RTC-66: 1987 Concerto for Viola

Commission: [Canada Council?] – written for Rivka Golani
Length: 25 min.
Completion: September 1986 – March 1987
Premiere: 1988-05-24/25, Rivka Golani, viola, OSM, Charles Dutoit (cond.)
Other: 1991-01-11/12, Rivka Golani, WSO, Bramwell Tovey (cond.)
Publication: CMC
Recording: CBC Live recording of 1991 WSO concert


Robert Turner notes for an interview:

1.) In 1985 I was commissioned by CBC Radio to write a chamber work for mezzo-soprano Catherine Robbin, violist Rivka Golani and pianist William Aide to be performed during its season at the Fort Garry Hotel in Winnipeg. After the performance, Ms. Golani asked me to write a solo work, but I suggested a concerto – to which she agreed, if an orchestra could be found to perform the work. As the result of canvassing a number of Canadian orchestra, the Montreal Symphony under Charles Dutoit agreed to premiere the concert in 1988. The second part of your question is covered in Nos. 4 + 6.
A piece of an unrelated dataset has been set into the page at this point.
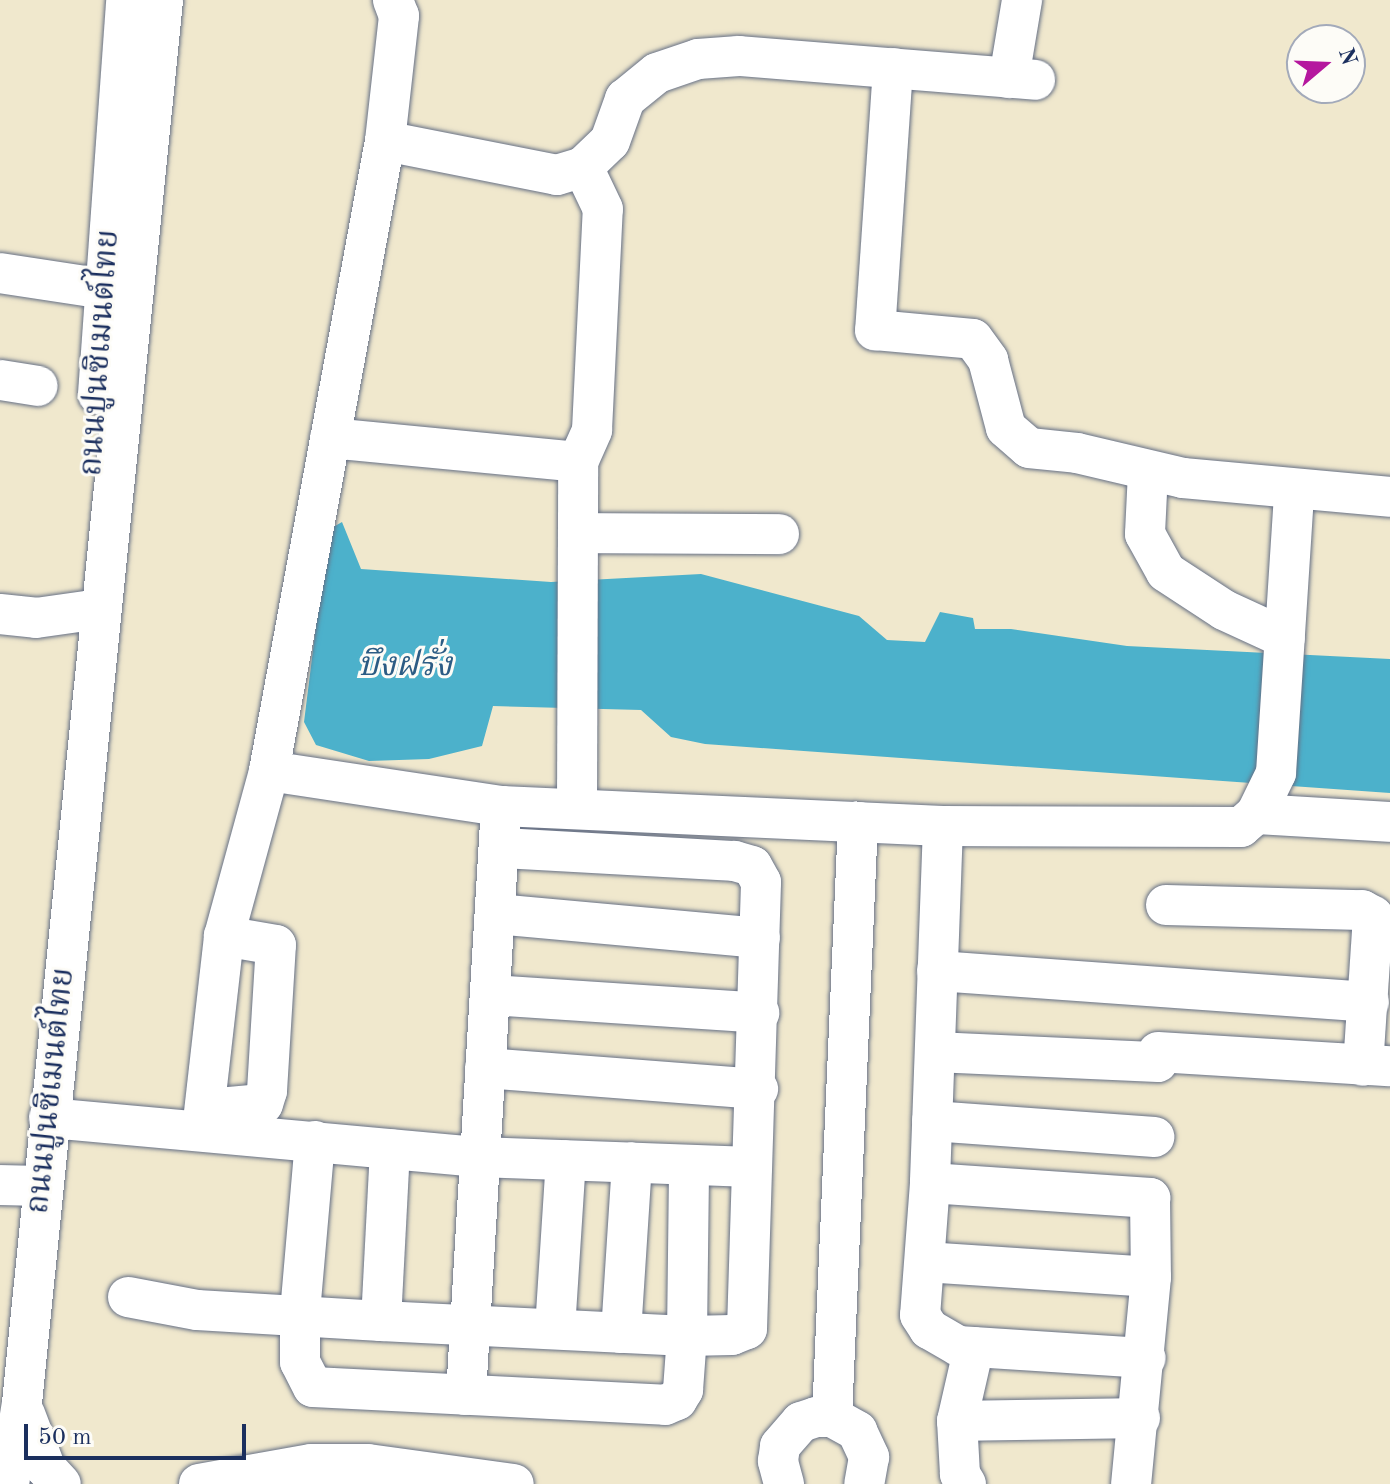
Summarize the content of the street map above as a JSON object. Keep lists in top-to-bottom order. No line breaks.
{"streets":{"street":["ถนนปูนซิเมนต์ไทย"]},"water":["บึงฝรั่ง"],"scale_bar":"50 m","north":"right"}
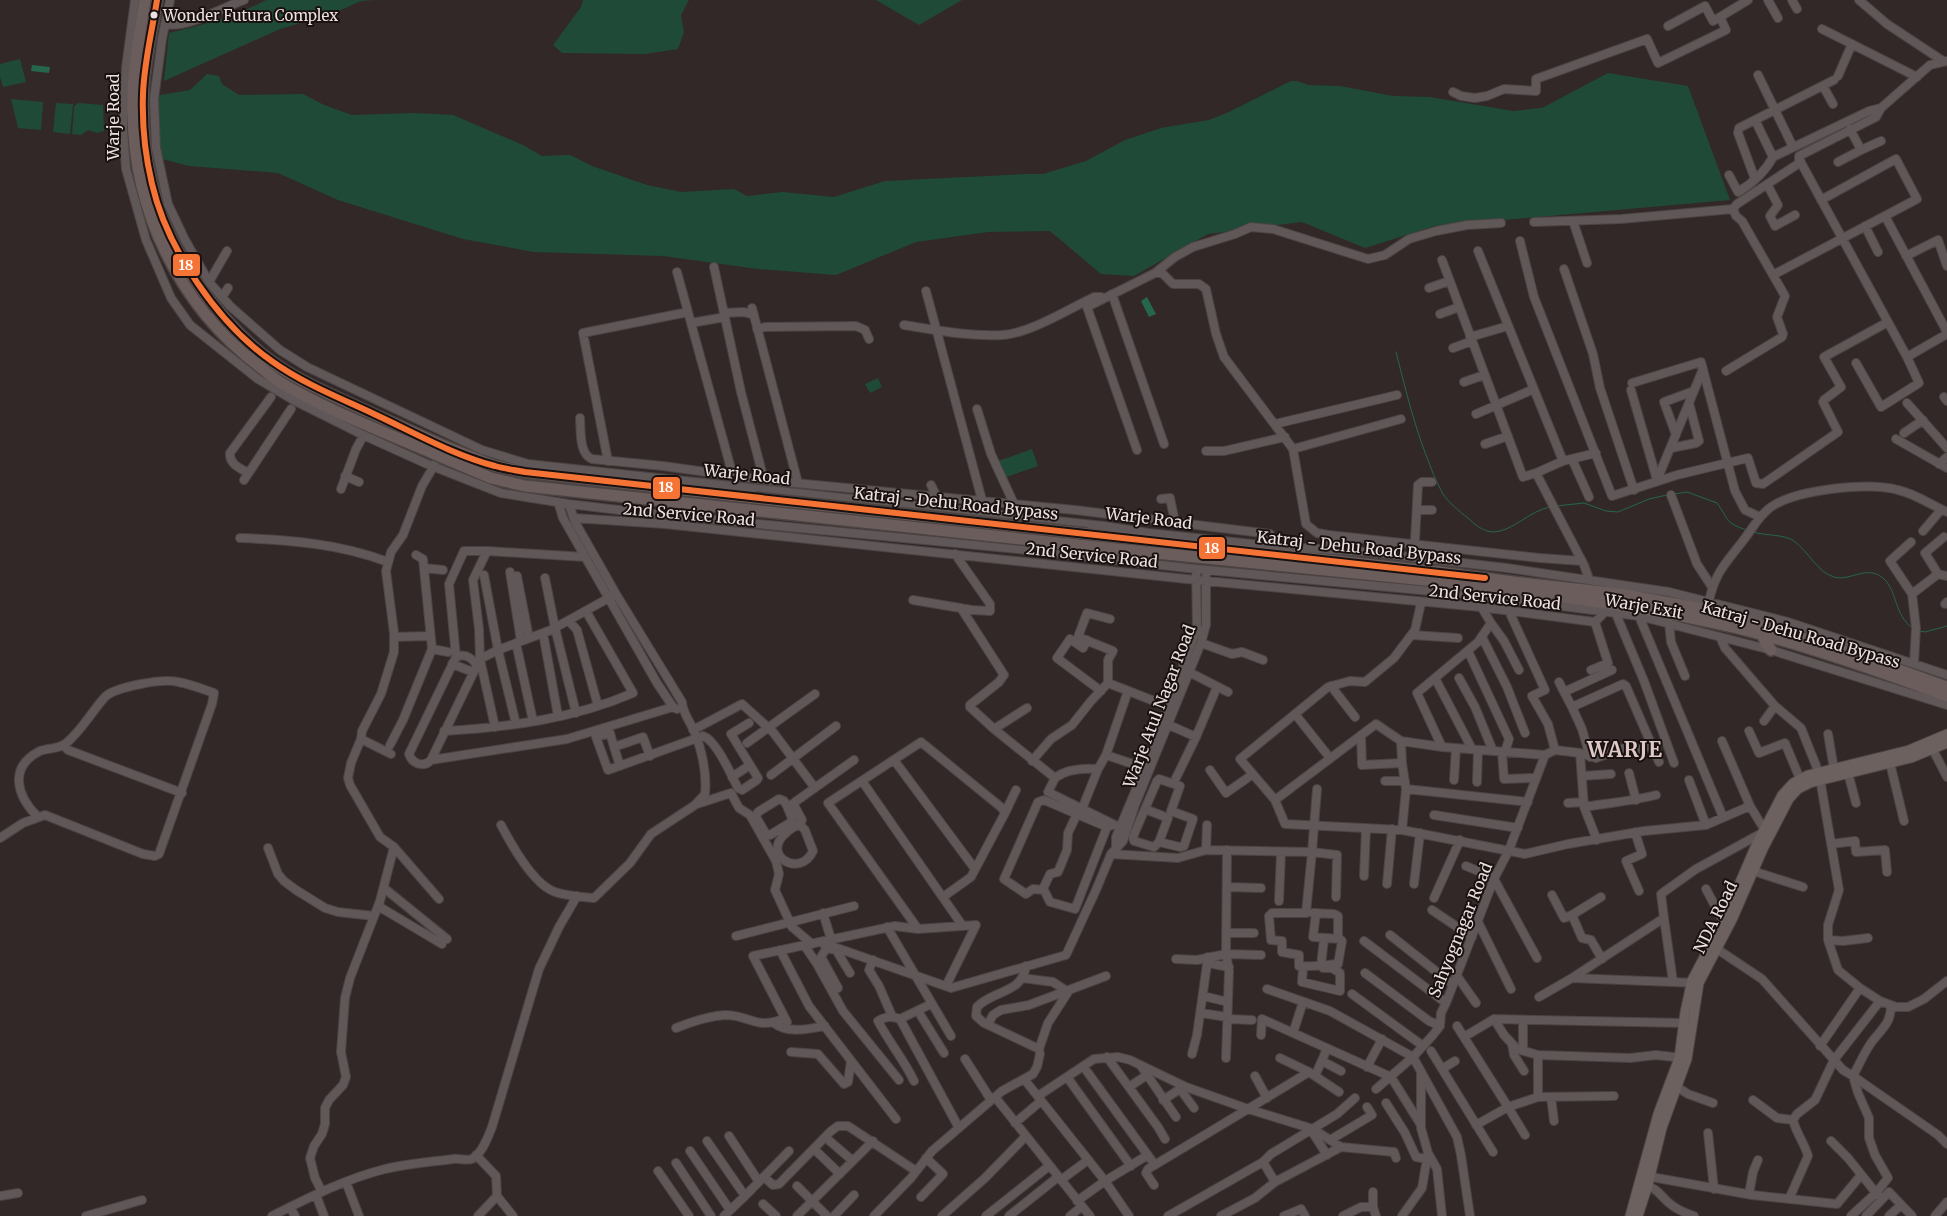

2.) Its unique tone quality, particularly in the low register, its sonorous effectiveness in multiple stopping (even to the point of roughness1) and less usual, its highest register – a range brilliantly exploited by Ms. Golani and partly due to the construction of her instrument.

3.) Besides those noted in (2) – there are harmonies, pizzicato, sul ponticello, sul tasto, muting, carious types of bowing. Within traditional playing practices, no technical limitations were imposed. No avant-garde techniques or graphic notation were used as they are not a part of my aesthetic.

4.) I was not influenced technically or musically by any particular work or works, but did peruse the scores of certain composers who have written words featuring solo viola – Stamitz, Mozart. Berlios, Vaughan Wiliams, Bax, Walton, Hindemith, Britten Bartok and Shostakovich.

5.) While the work as a whole is scored for full orchestra, the solo viola is usually heard against a background (accompaniment) of strings and /or woodwinds, or other reduced combinations. A couple of reviewers have criticized the work for its “swamping” of the solo part, but the overall balance between viola and orchestra is perfectly audible and satisfactory so far as Ms. Golani and I are concerned. There are only two places where the viola is briefly and intentionally overwhelmed by the orchestra (p. 18 and pp. 83-84, 87-88).

6.) The writing of the viola part was to a very great extent influenced and inspired by the personal style of playing – fiery, passionate, vigorous, as well as lyrical and delicate. Sometimes described as a flamboyant performer, her playing is always well controlled, both technically and rhythmically, and exhibits a beautiful tone quality through the wide range of her instrument.

7.) No other violists have yet taken up the concerto since the expiry of Ms. Golani’s 3-year performance rights to the work.

8.) All my music is based on tonality (or a tonal centre) whether the scalar (melodic) material is tonal, modal or atonal. This, in turn, greatly affects the harmonic structure, which can be traditional, polychordal, twelve-tone, depending on the musical context or expressive intent. All these means are employed in the concert. The first movement might be characterized as a polytonal (but centred on G), the second tonal (on F0 and the third atonal (on D).

9.) In the interest of balance between soloist and orchestra, only double wind and double brass were used, in addition to the timpani, harp, celesta and piano.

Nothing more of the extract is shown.